After the withdrawal of Russia and Turkey, Euro 2028 will take place in the United Kingdom and Ireland
Euro 2028 will be held in the UK and Ireland, with joint hosts receiving the tournament without having to compete with other bids.
Turkey is set to withdraw its bid after losing two recent bids to host the Euros in 2016 and 2024, and it doesn’t want to lose again, while Russia’s planned bid is banned due to the country’s suspension from international sport .
About Euro 2028
UEFA would be open to unopposed competition as it would provide certainty at a difficult time when the country is embroiled in conflict in Eastern Europe and all of its 55 national associations are struggling financially following massive losses during the pandemic.
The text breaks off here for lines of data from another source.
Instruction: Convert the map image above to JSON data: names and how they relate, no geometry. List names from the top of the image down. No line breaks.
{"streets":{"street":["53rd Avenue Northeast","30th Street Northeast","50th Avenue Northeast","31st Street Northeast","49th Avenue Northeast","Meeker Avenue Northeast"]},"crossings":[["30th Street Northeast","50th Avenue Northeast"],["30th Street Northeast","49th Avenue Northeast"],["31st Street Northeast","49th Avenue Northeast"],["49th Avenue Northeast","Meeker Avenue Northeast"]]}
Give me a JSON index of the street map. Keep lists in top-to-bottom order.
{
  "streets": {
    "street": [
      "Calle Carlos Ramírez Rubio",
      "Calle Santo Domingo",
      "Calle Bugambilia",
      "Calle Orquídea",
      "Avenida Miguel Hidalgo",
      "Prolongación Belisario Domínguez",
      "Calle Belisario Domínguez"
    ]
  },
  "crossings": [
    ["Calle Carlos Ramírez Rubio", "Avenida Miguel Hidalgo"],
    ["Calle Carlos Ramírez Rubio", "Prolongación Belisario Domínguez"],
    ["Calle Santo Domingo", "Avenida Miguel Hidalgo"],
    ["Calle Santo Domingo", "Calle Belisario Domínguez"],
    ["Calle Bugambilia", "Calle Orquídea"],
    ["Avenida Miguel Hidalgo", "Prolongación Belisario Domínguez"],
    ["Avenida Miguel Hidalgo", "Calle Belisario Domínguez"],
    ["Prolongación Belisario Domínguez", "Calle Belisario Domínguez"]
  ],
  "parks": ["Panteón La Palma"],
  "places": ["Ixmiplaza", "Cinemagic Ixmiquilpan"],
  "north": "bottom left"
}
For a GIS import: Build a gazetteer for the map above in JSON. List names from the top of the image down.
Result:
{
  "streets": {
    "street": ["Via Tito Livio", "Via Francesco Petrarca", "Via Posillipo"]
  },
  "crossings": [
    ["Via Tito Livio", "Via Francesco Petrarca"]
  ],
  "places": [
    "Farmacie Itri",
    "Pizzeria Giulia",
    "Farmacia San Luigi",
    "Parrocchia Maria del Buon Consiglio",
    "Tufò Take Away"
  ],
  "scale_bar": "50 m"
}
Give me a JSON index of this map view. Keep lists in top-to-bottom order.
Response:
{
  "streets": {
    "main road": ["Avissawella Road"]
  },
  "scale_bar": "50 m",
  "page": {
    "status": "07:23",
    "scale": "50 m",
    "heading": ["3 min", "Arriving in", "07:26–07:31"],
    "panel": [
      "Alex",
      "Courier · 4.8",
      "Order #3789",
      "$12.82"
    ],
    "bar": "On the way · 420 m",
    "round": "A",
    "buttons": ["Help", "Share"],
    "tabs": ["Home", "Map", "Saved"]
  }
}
The formal bidding process was expected to last until September 2023, however, if only one bid was received, the procedure would be cut short. If the efforts of the UK and Ireland meet the technical requirements of the host, which is considered a formality, UEFA will declare the hosts much earlier.
The five football associations – England, Scotland, Wales, Northern Ireland and the Republic of Ireland – only confirmed their willingness to bid last month after ruling out a more ambitious bid for the 2030 World Cup.
They appear to be the only suitors ahead of the March 23 deadline to file an intention to bid, after the Turkish FA told UEFA they would only compete for the tournament if unopposed, and the Russia was excluded after the invasion of Ukraine by Vladimir Putin. .
UEFA and United Kingdom
In informal negotiations last year, UEFA strongly backed a bid from the UK and Ireland as they are seen as risk-free hosts who could stage a financially successful event in front of adoring fans in stadiums sold out.
Euro 2024 will be held in Germany, but UEFA leaders have expressed a strong desire for the next competition to be held in another big country where huge wins can be guaranteed after the European competition organizer lost almost £700million last year due to Covid.
The crime that marred last summer’s Euro 2020 final at Wembley was not held against the FA’s involvement in the bid, with UEFA viewing it as a one-time event triggered by the first big appearance England’s final in 55 years and a massive release of frustration following the emergence of lockdown – much of the blame lies with the Metropolitan Police for their poor security activity.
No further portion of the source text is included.